CV assay was carried out to study the effect of CAP against the biofilm biomass following the protocol described by Vitale and co-authors , 2023⁶⁰. Briefly, after the washing, both biofilms were dried at 60 °C for 1 h and 0.1% crystal violet was added for 2 min. Biofilms stained with CV were decolored with 33% acid acetic and absorbance was read at 590 nm. CAP effectiveness was expressed as percentage of the Optical Density measured in the wells that did not receive treatment (the control biofilm). Three independent experiments were performed in triplicate.

Cell viability evaluation via colony-forming unit count

CFU count was performed to evaluate the bacterial viable count after CAP treatment. Treated and non-treated biofilms were taken from each well by scraping and used for the CFU counts. Serial dilutions of the stock were performed in PBS and plated on TSA plus 5% of blood at 37 °C for 48 h in the appropriate conditions.

Cell lines, treatments and proliferation assay

hGF cells (human Gingival Fibroblasts cell line) (CLS Cell Lines Service GmbH, Germany) were routinely grown in Dulbecco’s Modified Eagle’s Medium (DMEM-F12) (EuroClone S.p.A., Pero (MI), Italy), supplemented with 5% fetal bovine serum (FBS) (Euroclone), 2 mM l-glutamine (Euroclone), 1% penicillin–streptomycin (Euroclone) and 10 mM HEPES.

For CAP direct treatments, hGF cells were seeded and cultured under an atmosphere of 95% air/5% CO₂ at 37 °C overnight before treatment with CAP. The working distance between the capillary of the plasma device and the liquid medium surface was fixed at 6 mm.

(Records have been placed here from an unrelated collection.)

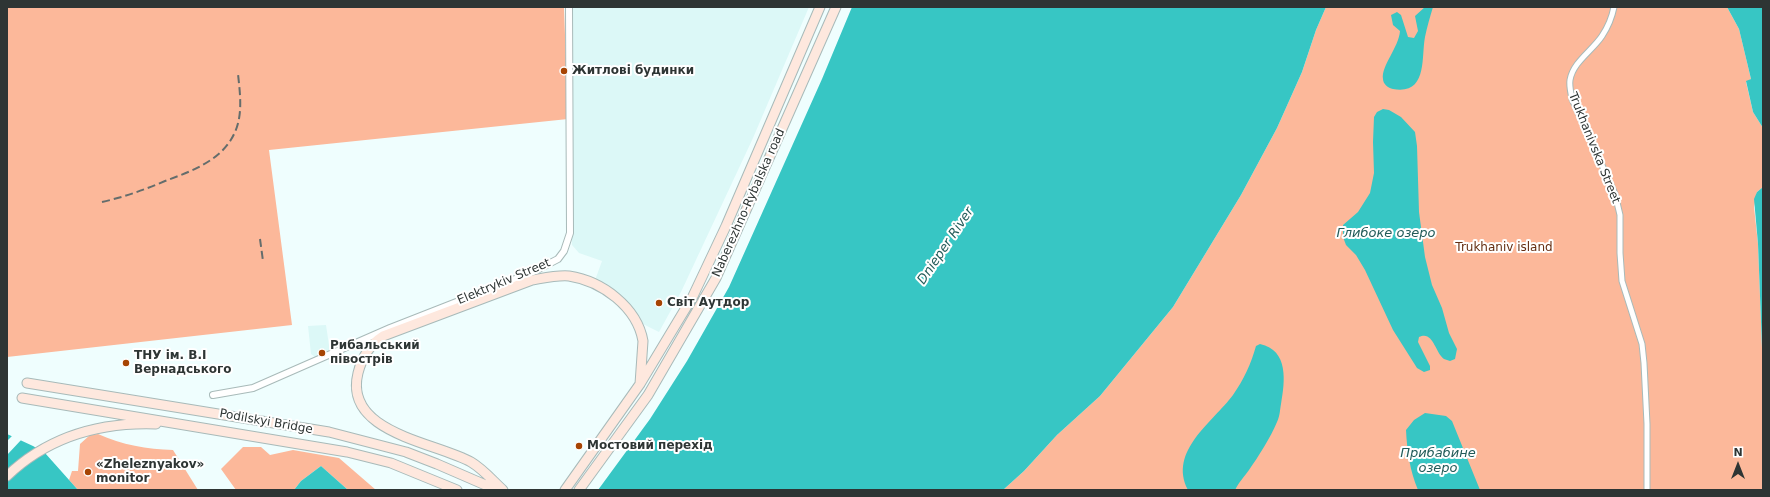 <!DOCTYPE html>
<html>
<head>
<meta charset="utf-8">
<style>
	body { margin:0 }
	#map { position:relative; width:1770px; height:497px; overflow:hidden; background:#effefe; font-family:"DejaVu Sans",sans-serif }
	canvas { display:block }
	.frame { position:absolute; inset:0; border:8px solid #2e3534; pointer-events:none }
	.north { position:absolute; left:1718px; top:445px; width:40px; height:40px; -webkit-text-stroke:3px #fff; paint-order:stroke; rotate:0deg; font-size:11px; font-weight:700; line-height:16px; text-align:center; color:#2e3534 }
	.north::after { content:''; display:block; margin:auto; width:14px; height:18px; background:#2e3534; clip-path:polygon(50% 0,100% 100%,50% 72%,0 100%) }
</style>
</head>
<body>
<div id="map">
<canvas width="1770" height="497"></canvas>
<div class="frame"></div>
<div class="north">N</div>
</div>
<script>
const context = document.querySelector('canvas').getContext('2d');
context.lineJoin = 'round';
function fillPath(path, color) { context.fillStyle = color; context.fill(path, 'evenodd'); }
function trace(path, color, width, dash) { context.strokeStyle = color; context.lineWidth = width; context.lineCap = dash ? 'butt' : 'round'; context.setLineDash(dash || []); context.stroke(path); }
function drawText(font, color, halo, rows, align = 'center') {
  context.font = font + ' "DejaVu Sans",sans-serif'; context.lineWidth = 4; context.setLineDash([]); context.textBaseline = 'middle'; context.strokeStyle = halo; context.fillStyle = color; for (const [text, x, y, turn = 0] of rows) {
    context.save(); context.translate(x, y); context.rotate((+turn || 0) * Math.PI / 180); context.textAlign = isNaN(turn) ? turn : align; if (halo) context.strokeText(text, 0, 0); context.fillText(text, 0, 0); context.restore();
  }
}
const built = new Path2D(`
	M571,7h238l-56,131 -72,154 -22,40 -22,-11 -43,-38 8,-22 -23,-8 -7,-8 1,-124z
	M326,325l4,27 -15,5 -4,-3 -3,-28z`);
const green = new Path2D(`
	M7,7h557l4,112 -299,31 23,175 -285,32z
	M1326,7h401l12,22 12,50 -5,3 7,30 10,16v59l-6,5 -3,15 4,37 5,130v116h-760l21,-19 33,-36 43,-39 73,-89 68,-112 36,-67 25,-56 14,-42z
	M98,434c24,11 49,15 75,16l25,40h-120l-9,-10 3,-9h6l2,-27 10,-9z
	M243,447h18l9,8 23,-5 46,8 37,32h-28l-27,-24 -20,15 -7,9h-58l-15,-21z`);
const water = new Path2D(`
	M852,7h474l-10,23 -14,42 -25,56 -36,67 -68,112 -73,89 -43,39 -33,36 -21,19h-405l52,-71 37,-58 42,-74 93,-208z
	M1425,7h8c-3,10 -6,20 -8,30 -4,21 3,58 -32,52 -5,-1 -10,-5 -10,-10 -2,-13 16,-32 17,-48l-7,-6 -2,-10 6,-3 4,3 7,22 6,1 4,-7 -3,-15z
	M1727,7h36v121l-10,-16 -7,-31 5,-2 -12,-50z
	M1383,109l6,1 12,7 14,15 2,14 2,66 6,45 7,28 10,23 7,25 8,16 -2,10 -5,2c-2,-1 -4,-1 -6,-2 -9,-7 -11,-29 -25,-22l-1,5 12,24v4l-6,2 -7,-4 -24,-38 -28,-60 -9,-15 -10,-10 -3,-8v-12l15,-13 12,-19 4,-20 -1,-31 1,-25 3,-5z
	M1763,187v187l-5,-130 -4,-45 3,-7z
	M1260,344c29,6 25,38 21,60 -1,5 -1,12 -4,18 -6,15 -19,35 -28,48 -5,7 -10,12 -14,20h-47c-20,-39 25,-68 45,-95 11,-16 18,-31 23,-49z
	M1425,413l21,3 6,5 28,69h-62c-8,-19 -11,-39 -12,-60l8,-10z
	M7,434l26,12 12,7 33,37h-71z
	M321,466l27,24h-54l7,-9z`);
const pier = new Path2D(`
	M13,435l9,4 -15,16v-14z`);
const pedestrian = new Path2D(`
	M1614,7c-2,10 -6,20 -12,29 -10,15 -29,26 -32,44 -1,6 1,13 2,19l43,95 5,21v38l2,28 20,63 2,19 3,61v66`);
const minor = new Path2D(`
	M213,395l40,-7 137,-60 143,-56 25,-13 6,-8 6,-18 -1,-226`);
const secondary = new Path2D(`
	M27,383l302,49 77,20 31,12 60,26
	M22,398l325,54 44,11 66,27
	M7,476c41,-39 92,-54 149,-52
	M503,490c-10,-9 -20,-21 -32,-28 -36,-20 -128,-29 -113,-89 4,-16 11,-28 25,-37l149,-56c12,-2 25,-5 37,-4 33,5 68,31 74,65l-3,43
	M565,490l75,-106 53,-88 33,-70 94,-219
	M579,490l69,-95 68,-117 120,-271`);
const rail = new Path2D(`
	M102,202c22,-5 42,-12 63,-21 27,-10 58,-21 70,-49 8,-18 5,-39 3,-58
	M260,239l3,22`);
const markers = [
	[564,71,4,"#a64403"],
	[659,303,4,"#a64403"],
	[322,353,4,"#a64403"],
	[126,363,4,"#a64403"],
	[579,446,4,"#a64403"],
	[88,472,4,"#a64403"]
];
const poiNames = [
	["Житлові будинки",572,71],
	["Світ Аутдор",667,303],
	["Рибальський",330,346],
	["півострів",330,360],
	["ТНУ ім. В.І",134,356],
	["Вернадського",134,370],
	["Мостовий перехід",587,446],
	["«Zheleznyakov»",96,465],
	["monitor",96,479]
];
const streetNames = [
	["Trukhanivska Street",1594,148,68],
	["Naberezhno-Rybalska road",749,203,-66],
	["Elektrykiv Street",504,282,-23],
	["Podilskyi Bridge",266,422,10]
];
const parkNames = [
	["Trukhaniv island",1504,248]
];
const waterNames = [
	["Глибоке озеро",1386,234],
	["Dnieper River",946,246,-56],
	["Прибабине",1438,454],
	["озеро",1438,469]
];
fillPath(built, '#dcf8f7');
fillPath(green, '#fcb89a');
fillPath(water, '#37c6c4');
fillPath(pier, '#effefe');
trace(pedestrian, '#a8bab9', 7);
trace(minor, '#a8bab9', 8);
trace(secondary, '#a8bab9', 11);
trace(pedestrian, '#fff', 5);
trace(minor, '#fff', 6);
trace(secondary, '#fee8de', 9);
trace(rail, '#646d6c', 2, [8, 4]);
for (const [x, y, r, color] of markers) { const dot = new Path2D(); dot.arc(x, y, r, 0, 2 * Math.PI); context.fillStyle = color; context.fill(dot); trace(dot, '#fff', 1.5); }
drawText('bold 12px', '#2e3534', '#fff', poiNames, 'left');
drawText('12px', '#2e3534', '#fff', streetNames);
drawText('12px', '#652e12', '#fff', parkNames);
drawText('italic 13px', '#235c5a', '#fff', waterNames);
</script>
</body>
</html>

Cell viability was determined by MTS [3-(4,5-dimethylthiazol-2-yl)-5-(3-carboxymethoxyphenyl)-2-(4-sulfophenyl)-2H-tetrazolium] assay (Promega, Madison WI, USA). hGF cell cultures, 24 h after seeding at a density of 15 × 10³ per well in 48 well-plates with 0.5 mL complete medium, were subjected to plasma direct treatment for 30 s, 60 s, 120 s and 180 s. After 24 h and 48 h, MTS solution (10% of the total medium volume) was added to each well and following incubation for one hour at 37 °C, the cell viability was evaluated by measuring the colorimetric absorbance at 490 nm using microplate reader (Spark® multimode microplate reader, Tecan Trading AG, Switzerland). The effect was expressed as percentage of the Optical Density measured in cultures that did not receive treatment (100% viability). Determinations were carried out in triplicate in three independent experiments.

Cell morphology

hGF cells were cultured in 24-well culture plates (30 × 10³) containing round glass inserts and after 24 h, adherent cells were treated with plasma for 30 s, 60 s, 120 s and 180 s. Then they were incubated for 24 h and stained with 1% Toluidine Blue Solution (TAAB Laboratories Equipment Ltd, UK). Digital Images of three different experiments were obtained using microscopy connected with a camera at 40x (Leica, Wild Heer-brugg, Wetzlar, Germany).

Statistical analysis

All the data are reported as the mean values of three independent experiments. In detail, data are expressed as the means ± SD. Regarding the biofilms assays, the differences in the means of the results between untreated and treated biofilms were evaluated by one way ANOVA (GraphPad Software, San Diego, CA, USA) and Dunnet’s multiple comparison test. Untreated biofilms grown in their medium were used as control. Regarding hGF cells, the data are analyzed by unpaired t test (two-tailed p value). A value of p < 0.05 was considered to indicate a statistically significant difference.